───── Data section ─────
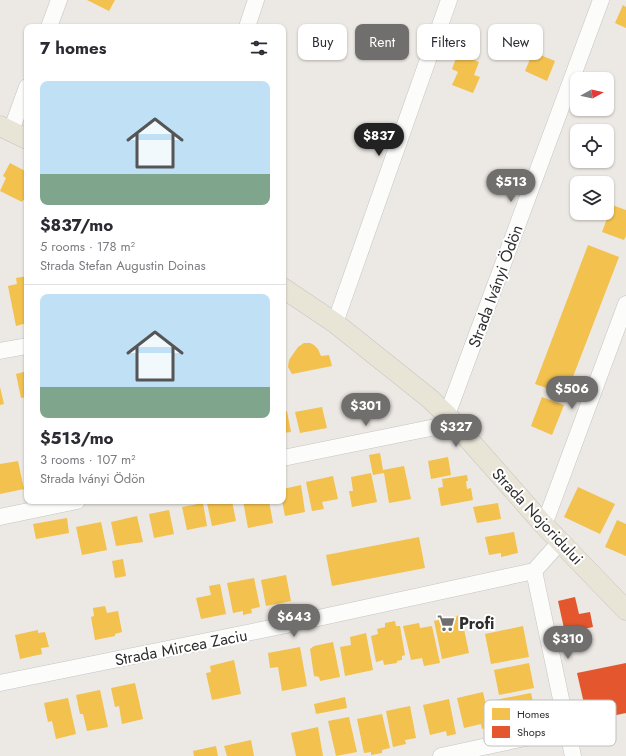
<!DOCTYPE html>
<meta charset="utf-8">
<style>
body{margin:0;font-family:Jost,sans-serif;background:#f7f7f7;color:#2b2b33;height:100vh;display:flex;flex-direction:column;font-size:15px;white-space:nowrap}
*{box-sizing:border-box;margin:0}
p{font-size:13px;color:#7c7c81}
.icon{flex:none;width:22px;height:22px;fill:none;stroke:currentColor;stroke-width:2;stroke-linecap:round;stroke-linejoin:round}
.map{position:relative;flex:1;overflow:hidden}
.panel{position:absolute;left:24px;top:24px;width:262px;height:480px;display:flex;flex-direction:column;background:#fff;border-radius:8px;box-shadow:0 1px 3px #0004}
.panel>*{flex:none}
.guide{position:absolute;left:298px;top:24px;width:268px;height:36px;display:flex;gap:8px}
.needle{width:26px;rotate:82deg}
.tools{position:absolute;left:570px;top:72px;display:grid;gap:8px}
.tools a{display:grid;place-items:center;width:44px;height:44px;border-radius:8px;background:#fff;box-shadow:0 1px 3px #0004;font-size:20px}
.price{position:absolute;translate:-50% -34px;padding:0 9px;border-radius:14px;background:#706f6e;color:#fff;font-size:13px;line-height:26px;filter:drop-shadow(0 1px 2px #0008)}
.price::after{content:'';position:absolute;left:50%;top:24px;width:12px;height:9px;margin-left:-6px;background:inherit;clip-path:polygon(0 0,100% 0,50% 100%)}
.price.selected{background:#222;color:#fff}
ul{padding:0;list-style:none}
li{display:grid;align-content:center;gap:8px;height:212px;padding:0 16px}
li+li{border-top:1px solid #e1e1e2}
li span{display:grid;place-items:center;height:124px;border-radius:8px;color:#555}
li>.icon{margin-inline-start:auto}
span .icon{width:72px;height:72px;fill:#fffc;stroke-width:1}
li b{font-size:17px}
h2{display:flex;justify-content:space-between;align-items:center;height:48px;padding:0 16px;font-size:17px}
.chip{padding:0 14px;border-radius:8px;background:#fff;box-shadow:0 1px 3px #0004;font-size:14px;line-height:36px}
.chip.selected{background:#706f6e;color:#fff}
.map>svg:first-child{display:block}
.homes{fill:#f2c14e}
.shops{fill:#e4572e}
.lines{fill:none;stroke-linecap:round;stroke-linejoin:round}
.minor-casing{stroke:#c5c4c5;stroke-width:17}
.major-casing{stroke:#c6c5c4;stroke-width:21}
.minor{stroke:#fcfcfb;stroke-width:16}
.major{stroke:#e8e4d6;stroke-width:20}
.labels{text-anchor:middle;stroke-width:4;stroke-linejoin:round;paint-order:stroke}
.street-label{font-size:16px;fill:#2e2e2e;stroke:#fff}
.poi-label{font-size:16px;font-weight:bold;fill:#2e2e2e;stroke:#fff;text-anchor:start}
.key{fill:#fff;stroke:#c0c0c0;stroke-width:1}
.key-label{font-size:11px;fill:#2e2e2e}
</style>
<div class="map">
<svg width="626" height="756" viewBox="0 0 626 756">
<rect width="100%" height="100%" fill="#ece8e4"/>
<g class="homes">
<polygon points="87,0 115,0 109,11"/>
<polygon points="623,5 626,7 626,28 615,23"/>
<polygon points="533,52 555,61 547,81 525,71"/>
<polygon points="458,53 479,62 474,75 480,77 473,93 452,85 458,72 452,69"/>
<polygon points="10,163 27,172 27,202 23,200 22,202 0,191 6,178 3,176"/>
<polygon points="283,201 286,202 283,210"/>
<polygon points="612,205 626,210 626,236 624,240 602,232"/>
<polygon points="588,245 619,257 566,395 535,384"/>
<polygon points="27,276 27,323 16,326 8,286 17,284 16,278"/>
<polygon points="304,343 310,343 314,345 318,349 321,356 329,355 332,366 292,374 288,367 289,360 298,347"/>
<polygon points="27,371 27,397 21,398 16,374"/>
<polygon points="0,387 4,404 0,405"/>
<polygon points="542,397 564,405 552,435 531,426"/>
<polygon points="322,407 327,428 300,433 295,412"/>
<polygon points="287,411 291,432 283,433 283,412"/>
<polygon points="380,453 383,470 404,466 411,499 389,503 384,473 373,475 369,455"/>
<polygon points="448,457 451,475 431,479 428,461"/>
<polygon points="18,461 24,489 0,494 0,464"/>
<polygon points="371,473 377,502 352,507 349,491 353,491 351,477"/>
<polygon points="467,475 468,481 466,481 467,489 471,488 473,500 441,506 438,488 443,487 442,479"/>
<polygon points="333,476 338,499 322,502 324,509 312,511 306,482"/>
<polygon points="301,485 305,512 285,516 282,501 283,489"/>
<polygon points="578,487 615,504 600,534 564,517"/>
<polygon points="215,501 232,501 236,521 212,526 207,503"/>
<polygon points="243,501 269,501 273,523 248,528"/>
<polygon points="203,503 207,526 187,530 182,507"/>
<polygon points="498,503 501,519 477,523 473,507"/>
<polygon points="169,510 174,534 154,538 149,514"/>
<polygon points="137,516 143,542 116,546 111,522"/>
<polygon points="67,518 69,533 36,539 33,524"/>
<polygon points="617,520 626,524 626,556 605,547"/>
<polygon points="101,522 107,550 82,555 76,527"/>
<polygon points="514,532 518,553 501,557 501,553 489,555 485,537"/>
<polygon points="419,537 425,568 332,586 326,555"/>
<polygon points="123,559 126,576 115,578 112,561"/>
<polygon points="286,575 291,601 266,606 261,580"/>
<polygon points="254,578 260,607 251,609 252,613 243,615 243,611 233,613 227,583"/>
<polygon points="220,584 226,614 201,619 196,598 211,595 209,586"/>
<polygon points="105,606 107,613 118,611 122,632 115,634 115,636 95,640 91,617 94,616 93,608"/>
<polygon points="461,615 469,653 442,659 434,621"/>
<polygon points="395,621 396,626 400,626 405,655 402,656 402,660 397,661 397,663 384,665 383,660 376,662 371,636 378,634 377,629 385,627 385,623"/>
<polygon points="419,623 420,628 432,626 440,663 424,666 422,658 411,660 403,626"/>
<polygon points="523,626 529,657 491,664 485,634"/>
<polygon points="38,630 38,633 45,632 49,647 41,648 42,654 20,659 15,635"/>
<polygon points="366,633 373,670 345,676 340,647 351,645 350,637"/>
<polygon points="333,642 340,677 320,681 319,677 314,676 310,649 314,646"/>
<polygon points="300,647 307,686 282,691 278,667 270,668 268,653"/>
<polygon points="234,660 241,694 212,700 206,673 211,672 210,666"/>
<polygon points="529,663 534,688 499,695 494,670"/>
<polygon points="135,683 143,719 122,724 119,706 115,707 111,688"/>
<polygon points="100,690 108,727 87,731 83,714 80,714 76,695"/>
<polygon points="483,692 491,727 482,729 481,724 464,728 457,698"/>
<polygon points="531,693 536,716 500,724 495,700"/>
<polygon points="345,697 347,708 316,714 314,704"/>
<polygon points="68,698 76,734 56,739 52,721 48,722 44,703"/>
<polygon points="449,699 456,734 447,736 446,731 430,735 423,705"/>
<polygon points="410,706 416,738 405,740 406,744 393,747 386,711"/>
<polygon points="382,714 390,748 382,750 382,753 371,755 371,752 364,753 357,719"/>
<polygon points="349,717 357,752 336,756 328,721"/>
<polygon points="318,727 323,756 296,756 291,733"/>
<polygon points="251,740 254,756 227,756 224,746"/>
<polygon points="216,746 218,756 194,756 193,751"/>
</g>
<g class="shops">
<polygon points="575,597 579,614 590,612 593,627 565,633 558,601"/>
<polygon points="626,663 626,713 588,721 577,673"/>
</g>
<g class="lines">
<g class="minor-casing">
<g id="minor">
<polyline points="49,27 59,0"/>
<polyline points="247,27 256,0"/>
<polyline points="11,131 27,87"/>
<polyline points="335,323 449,0"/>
<polyline points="0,351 27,346"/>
<polyline points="447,415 601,0"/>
<polyline points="283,458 455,423"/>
<polyline points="0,517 77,501"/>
<polyline points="544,525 626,304"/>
<polyline points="534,571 573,756"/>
<polyline points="0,683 286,625 534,571 561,541"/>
<polyline points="441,756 567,729"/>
</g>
</g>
<g class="major-casing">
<g id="major">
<polyline points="0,126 27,139"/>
<polyline points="283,288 335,323 429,398 447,415 544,525 626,610"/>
</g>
</g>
<use href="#minor" class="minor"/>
<use href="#major" class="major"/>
</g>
<defs>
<g id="supermarket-bare" transform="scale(1.38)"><path d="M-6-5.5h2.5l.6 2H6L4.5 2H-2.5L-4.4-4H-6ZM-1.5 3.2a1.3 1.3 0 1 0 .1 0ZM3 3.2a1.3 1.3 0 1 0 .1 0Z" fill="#706f6e" stroke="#fff" stroke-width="2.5" paint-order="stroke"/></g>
</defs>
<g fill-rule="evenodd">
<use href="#supermarket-bare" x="446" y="623"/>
</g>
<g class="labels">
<g class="street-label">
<text transform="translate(495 286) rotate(-70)" y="6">Strada Iványi Ödön</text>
<text transform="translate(538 516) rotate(47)" y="6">Strada Nojoridului</text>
<text transform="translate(181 647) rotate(-11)" y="6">Strada Mircea Zaciu</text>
</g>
<g class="poi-label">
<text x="459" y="629">Profi</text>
</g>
</g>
<rect x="484" y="700" width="132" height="46" rx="6" class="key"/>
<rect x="492" y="708" width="18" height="12" fill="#f2c14e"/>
<rect x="492" y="726" width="18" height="12" fill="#e4572e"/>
<g class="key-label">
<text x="517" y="718">Homes</text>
<text x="517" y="736">Shops</text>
</g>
</svg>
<div class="tools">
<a><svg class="needle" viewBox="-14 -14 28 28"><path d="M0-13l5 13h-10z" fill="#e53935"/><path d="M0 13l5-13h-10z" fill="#7c7c81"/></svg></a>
<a><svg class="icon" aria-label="locate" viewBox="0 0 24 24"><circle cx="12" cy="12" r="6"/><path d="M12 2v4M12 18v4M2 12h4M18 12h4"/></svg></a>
<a><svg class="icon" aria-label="layers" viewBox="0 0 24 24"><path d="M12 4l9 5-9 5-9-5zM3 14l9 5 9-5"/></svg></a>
</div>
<b class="price selected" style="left:379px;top:157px">$837</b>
<b class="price" style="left:511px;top:203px">$513</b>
<b class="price" style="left:572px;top:410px">$506</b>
<b class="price" style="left:366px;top:427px">$301</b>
<b class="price" style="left:456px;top:448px">$327</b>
<b class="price" style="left:294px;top:638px">$643</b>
<b class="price" style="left:568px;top:660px">$310</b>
<div class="guide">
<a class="chip">Buy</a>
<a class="chip selected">Rent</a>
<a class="chip">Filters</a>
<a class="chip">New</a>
</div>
<section class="panel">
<h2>7 homes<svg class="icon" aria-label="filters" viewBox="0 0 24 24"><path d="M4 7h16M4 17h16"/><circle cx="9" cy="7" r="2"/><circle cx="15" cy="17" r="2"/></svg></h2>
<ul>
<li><span style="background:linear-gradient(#bfe0f5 75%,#7fa58c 0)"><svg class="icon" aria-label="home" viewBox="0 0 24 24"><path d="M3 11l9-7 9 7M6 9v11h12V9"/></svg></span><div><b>$837/mo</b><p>5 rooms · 178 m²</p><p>Strada Stefan Augustin Doinas</p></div></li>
<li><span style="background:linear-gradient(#bfe0f5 75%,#7fa58c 0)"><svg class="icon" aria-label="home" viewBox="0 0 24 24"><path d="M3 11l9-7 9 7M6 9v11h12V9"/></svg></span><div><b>$513/mo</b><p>3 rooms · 107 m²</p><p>Strada Iványi Ödön</p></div></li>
</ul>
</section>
</div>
─────
# To do
Copy every line above in which the string "linejoin" shows up.

# Response area
.icon{flex:none;width:22px;height:22px;fill:none;stroke:currentColor;stroke-width:2;stroke-linecap:round;stroke-linejoin:round}
.lines{fill:none;stroke-linecap:round;stroke-linejoin:round}
.labels{text-anchor:middle;stroke-width:4;stroke-linejoin:round;paint-order:stroke}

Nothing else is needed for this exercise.